December 30th, 2013
09:33 AM ET

Defending Against Fat Prejudice

"Scholar. Writer. Activist. Unapologetic Fat Lady."

That's how Wayne State university grad student Amanda Levitt describes herself.

Levitt is the founder of fatbodypolitics.com, a blog where she writes about fat prejudice and defends the right everyone has to be comfortable and confident in his or her body.

Levitt says: "Specifically, fat people are more likely to live in poverty, we're more likely to deal with stigma in every facet of our lives from, especially because it's incredibly gendered and targets women specifically, fat women are less likely to be hired, less likely to be promoted.
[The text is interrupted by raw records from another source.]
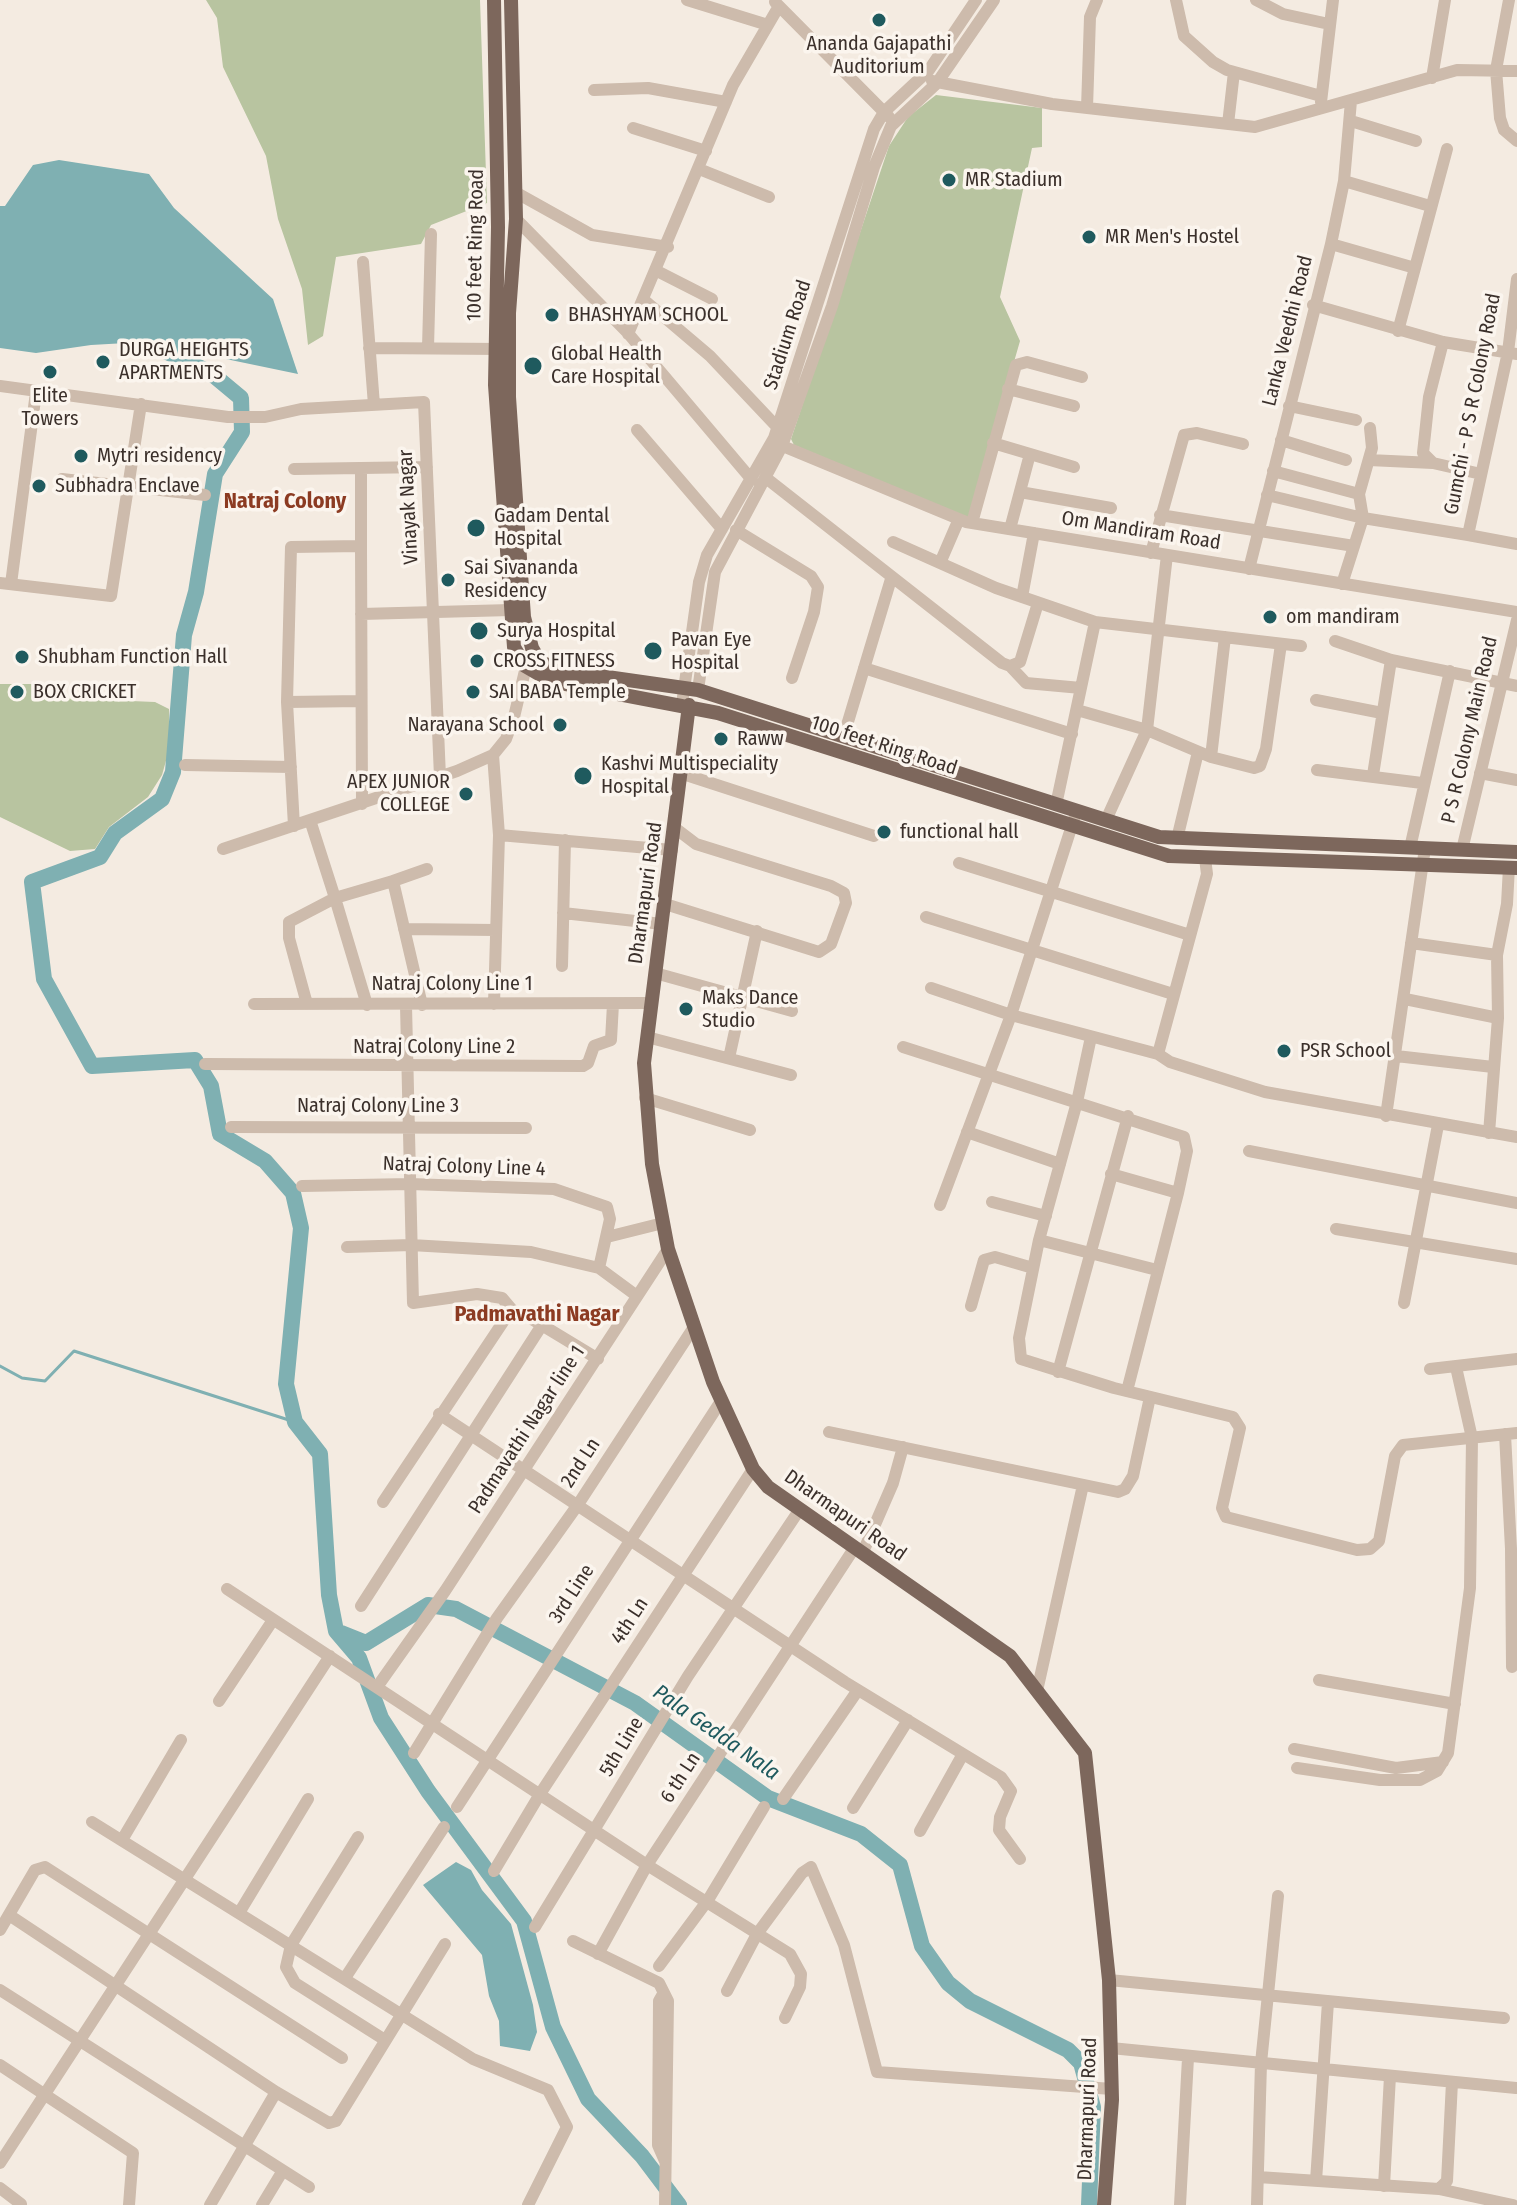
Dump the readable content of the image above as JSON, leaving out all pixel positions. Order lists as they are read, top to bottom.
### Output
{
  "streets": {
    "main road": ["100 feet Ring Road", "Dharmapuri Road"],
    "street": [
      "Lanka Veedhi Road",
      "Stadium Road",
      "Gumchi - P S R Colony Road",
      "Vinayak Nagar",
      "Om Mandiram Road",
      "P S R Colony Main Road",
      "Natraj Colony Line 1",
      "Natraj Colony Line 2",
      "Natraj Colony Line 3",
      "Natraj Colony Line 4",
      "Padmavathi Nagar line 1",
      "2nd Ln",
      "3rd Line",
      "4th Ln",
      "5th Line",
      "6 th Ln"
    ]
  },
  "crossings": [
    ["100 feet Ring Road", "P S R Colony Main Road"],
    ["100 feet Ring Road", "Dharmapuri Road"],
    ["Lanka Veedhi Road", "Om Mandiram Road"],
    ["Stadium Road", "Om Mandiram Road"],
    ["Dharmapuri Road", "Natraj Colony Line 1"],
    ["Dharmapuri Road", "Padmavathi Nagar line 1"],
    ["Dharmapuri Road", "2nd Ln"],
    ["Dharmapuri Road", "3rd Line"],
    ["Dharmapuri Road", "4th Ln"],
    ["Dharmapuri Road", "5th Line"],
    ["Dharmapuri Road", "6 th Ln"],
    ["Natraj Colony Line 1", "Natraj Colony Line 2"]
  ],
  "districts": ["Natraj Colony", "Padmavathi Nagar"],
  "water": ["Pala Gedda Nala"],
  "places": [
    "Ananda Gajapathi Auditorium",
    "MR Stadium",
    "MR Men's Hostel",
    "BHASHYAM SCHOOL",
    "DURGA HEIGHTS APARTMENTS",
    "Global Health Care Hospital",
    "Elite Towers",
    "Mytri residency",
    "Subhadra Enclave",
    "Gadam Dental Hospital",
    "Sai Sivananda Residency",
    "om mandiram",
    "Surya Hospital",
    "Pavan Eye Hospital",
    "Shubham Function Hall",
    "CROSS FITNESS",
    "BOX CRICKET",
    "SAI BABA Temple",
    "Narayana School",
    "Raww",
    "Kashvi Multispeciality Hospital",
    "APEX JUNIOR COLLEGE",
    "functional hall",
    "Maks Dance Studio",
    "PSR School"
  ]
}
Fat people in general are more likely to deal with stigma when we go to the doctor's office."

But in a world where zero is the goal, and the word "fat" often equals "unhealthy,"  Levitt's message has met a very mixed response.

Amid words of thanks, the comments on Levitt's blog are also filled with hate: curse words, ugly names, even death threats. Critics who say Levitt is defending an unhealthy body type.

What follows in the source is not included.